A trader reacts on the floor at the New York Stock Exchange in New York City, U.S., August 22, 2025.
Brendan McDermid | Reuters
The S&P 500 fell on Monday as investors looked ahead to Nvidia earnings later in the week.
The broad market S&P 500 shed 0.1%, while the 30-stock Dow Jones Industrial Average dropped 242 points, or 0.5%. The tech-heavy Nasdaq Composite reversed earlier losses to rise 0.3%, propped up by gains in Nvidia and Intel.
Nvidia shares were around 2% higher. The artificial intelligence chip darling received a number of positive endorsements from analysts heading into its earnings report after the bell Wednesday.
Additionally, Intel shares jumped more than 1%, extending their gains from the previous session, on the heels of Commerce Secretary Howard Lutnick revealing Friday that the U.S. government has taken a 10% stake in the chipmaker. That could be a sign of more to come from the Trump administration, as White House economic advisor Kevin Hassett said Monday that the stake is part of broader strategy to create a sovereign wealth fund.
“I’m sure that at some point there’ll be more transactions, if not in this industry then other industries,” the director of the National Economic Council said on CNBC’s “Squawk Box.”
President Donald Trump echoed that sentiment, saying Monday morning that he will make deals like the Intel stake “all day long.”
Stocks rallied Friday, with the Dow soaring to new all-time intraday and closing highs and the S&P 500 coming within three points of its record at its session high, after Federal Reserve Chair Jerome Powell’s widely anticipated annual speech in Jackson Hole, Wyoming, during which he signaled the central bank could begin easing monetary policy next month. Expectations for a quarter-point rate cut in September jumped to about 86%, according to the CME Group’s FedWatch tool, from about 75% earlier in the week.
But CFRA Research’s Sam Stovall isn’t surprised that stocks are taking a breather by giving back some of their gains Monday.

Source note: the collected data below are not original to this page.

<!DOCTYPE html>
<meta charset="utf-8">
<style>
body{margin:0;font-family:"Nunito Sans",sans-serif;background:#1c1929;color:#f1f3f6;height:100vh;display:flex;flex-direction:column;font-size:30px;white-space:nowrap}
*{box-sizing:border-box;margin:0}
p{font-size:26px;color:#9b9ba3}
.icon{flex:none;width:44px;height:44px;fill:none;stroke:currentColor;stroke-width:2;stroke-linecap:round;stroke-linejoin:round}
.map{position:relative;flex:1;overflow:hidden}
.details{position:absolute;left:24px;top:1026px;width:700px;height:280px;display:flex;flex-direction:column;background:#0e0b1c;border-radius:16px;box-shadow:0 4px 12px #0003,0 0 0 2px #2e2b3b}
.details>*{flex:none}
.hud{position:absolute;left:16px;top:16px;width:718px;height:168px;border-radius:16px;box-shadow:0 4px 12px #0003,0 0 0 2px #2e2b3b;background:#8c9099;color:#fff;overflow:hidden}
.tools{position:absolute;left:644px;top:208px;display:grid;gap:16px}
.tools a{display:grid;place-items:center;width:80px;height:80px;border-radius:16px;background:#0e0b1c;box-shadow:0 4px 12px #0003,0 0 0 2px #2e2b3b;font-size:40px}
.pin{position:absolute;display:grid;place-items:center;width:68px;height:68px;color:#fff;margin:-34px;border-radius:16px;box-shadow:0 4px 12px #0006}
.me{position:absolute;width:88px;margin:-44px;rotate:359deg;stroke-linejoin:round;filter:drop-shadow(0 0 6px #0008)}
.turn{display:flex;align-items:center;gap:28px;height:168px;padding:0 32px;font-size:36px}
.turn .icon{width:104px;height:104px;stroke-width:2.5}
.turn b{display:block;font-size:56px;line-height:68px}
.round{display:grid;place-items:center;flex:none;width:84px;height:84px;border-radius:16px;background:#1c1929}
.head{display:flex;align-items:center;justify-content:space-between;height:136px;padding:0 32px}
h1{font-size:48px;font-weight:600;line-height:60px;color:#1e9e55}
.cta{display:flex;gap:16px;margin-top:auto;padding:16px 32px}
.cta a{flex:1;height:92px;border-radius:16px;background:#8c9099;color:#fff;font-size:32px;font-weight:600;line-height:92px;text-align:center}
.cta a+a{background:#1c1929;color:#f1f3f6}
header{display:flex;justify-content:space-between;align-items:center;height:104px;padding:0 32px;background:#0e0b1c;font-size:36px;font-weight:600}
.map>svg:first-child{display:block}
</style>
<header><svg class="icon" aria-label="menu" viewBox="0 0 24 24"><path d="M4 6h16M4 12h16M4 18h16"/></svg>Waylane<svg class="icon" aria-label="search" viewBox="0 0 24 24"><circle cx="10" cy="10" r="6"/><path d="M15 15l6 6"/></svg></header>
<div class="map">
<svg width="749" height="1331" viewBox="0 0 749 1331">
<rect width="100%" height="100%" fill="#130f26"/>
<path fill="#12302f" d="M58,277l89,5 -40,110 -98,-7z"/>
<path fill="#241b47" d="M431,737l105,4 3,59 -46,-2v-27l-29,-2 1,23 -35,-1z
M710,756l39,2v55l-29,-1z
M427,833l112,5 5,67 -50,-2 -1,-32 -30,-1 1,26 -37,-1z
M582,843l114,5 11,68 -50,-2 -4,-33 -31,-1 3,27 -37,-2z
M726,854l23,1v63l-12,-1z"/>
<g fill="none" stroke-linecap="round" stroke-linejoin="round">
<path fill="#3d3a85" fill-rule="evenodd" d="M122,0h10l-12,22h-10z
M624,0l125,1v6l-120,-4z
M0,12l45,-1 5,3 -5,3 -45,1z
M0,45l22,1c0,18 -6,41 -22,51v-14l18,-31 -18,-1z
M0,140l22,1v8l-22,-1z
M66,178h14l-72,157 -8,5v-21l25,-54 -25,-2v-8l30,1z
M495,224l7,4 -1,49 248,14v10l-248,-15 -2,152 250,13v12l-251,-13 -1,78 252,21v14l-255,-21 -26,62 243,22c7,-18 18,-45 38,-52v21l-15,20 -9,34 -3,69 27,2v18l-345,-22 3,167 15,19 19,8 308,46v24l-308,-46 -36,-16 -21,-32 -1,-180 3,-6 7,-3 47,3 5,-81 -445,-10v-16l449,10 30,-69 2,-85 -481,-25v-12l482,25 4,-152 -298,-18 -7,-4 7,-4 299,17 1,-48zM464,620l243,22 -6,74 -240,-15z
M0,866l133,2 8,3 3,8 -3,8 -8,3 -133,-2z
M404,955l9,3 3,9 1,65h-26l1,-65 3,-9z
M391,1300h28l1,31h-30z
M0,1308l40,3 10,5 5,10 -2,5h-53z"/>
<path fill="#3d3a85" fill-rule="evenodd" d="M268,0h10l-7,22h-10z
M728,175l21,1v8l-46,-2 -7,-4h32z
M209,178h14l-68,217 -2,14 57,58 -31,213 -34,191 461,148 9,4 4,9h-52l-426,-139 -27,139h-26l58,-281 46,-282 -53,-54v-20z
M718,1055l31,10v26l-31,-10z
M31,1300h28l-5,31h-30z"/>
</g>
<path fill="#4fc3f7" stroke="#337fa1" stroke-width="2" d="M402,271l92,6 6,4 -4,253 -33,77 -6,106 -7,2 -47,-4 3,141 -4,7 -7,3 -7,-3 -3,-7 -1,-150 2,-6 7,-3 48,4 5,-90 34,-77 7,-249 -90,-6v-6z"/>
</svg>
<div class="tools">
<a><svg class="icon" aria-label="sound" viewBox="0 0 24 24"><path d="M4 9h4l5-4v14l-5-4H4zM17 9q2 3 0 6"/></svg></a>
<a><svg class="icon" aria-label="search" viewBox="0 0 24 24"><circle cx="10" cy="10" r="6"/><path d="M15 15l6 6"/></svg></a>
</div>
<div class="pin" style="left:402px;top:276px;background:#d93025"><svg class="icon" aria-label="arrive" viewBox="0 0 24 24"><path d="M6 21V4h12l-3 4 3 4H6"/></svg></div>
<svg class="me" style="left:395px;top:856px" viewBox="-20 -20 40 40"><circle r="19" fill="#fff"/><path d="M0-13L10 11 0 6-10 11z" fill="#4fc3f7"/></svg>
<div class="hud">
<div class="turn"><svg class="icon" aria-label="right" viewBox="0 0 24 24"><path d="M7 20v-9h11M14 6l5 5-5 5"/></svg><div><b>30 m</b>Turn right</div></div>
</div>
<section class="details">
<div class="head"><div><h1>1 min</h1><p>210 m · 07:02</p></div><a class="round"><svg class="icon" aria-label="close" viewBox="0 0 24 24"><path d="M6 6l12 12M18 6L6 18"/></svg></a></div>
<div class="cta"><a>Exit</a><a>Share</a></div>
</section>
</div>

“A lot of the gains that we saw on Friday were the result of short covering, because I think people were very worried that the Fed would basically say, ‘We’re not cutting for the rest of the year,'” the firm’s chief investment strategist said. “We have so much stuff between now and September 17 that while we benefited from the enthusiasm on Friday, we still have a lot that we have to endure before we are convinced that the Fed will be cutting rates,” he also said, adding that the market will see “restrained gains” until then.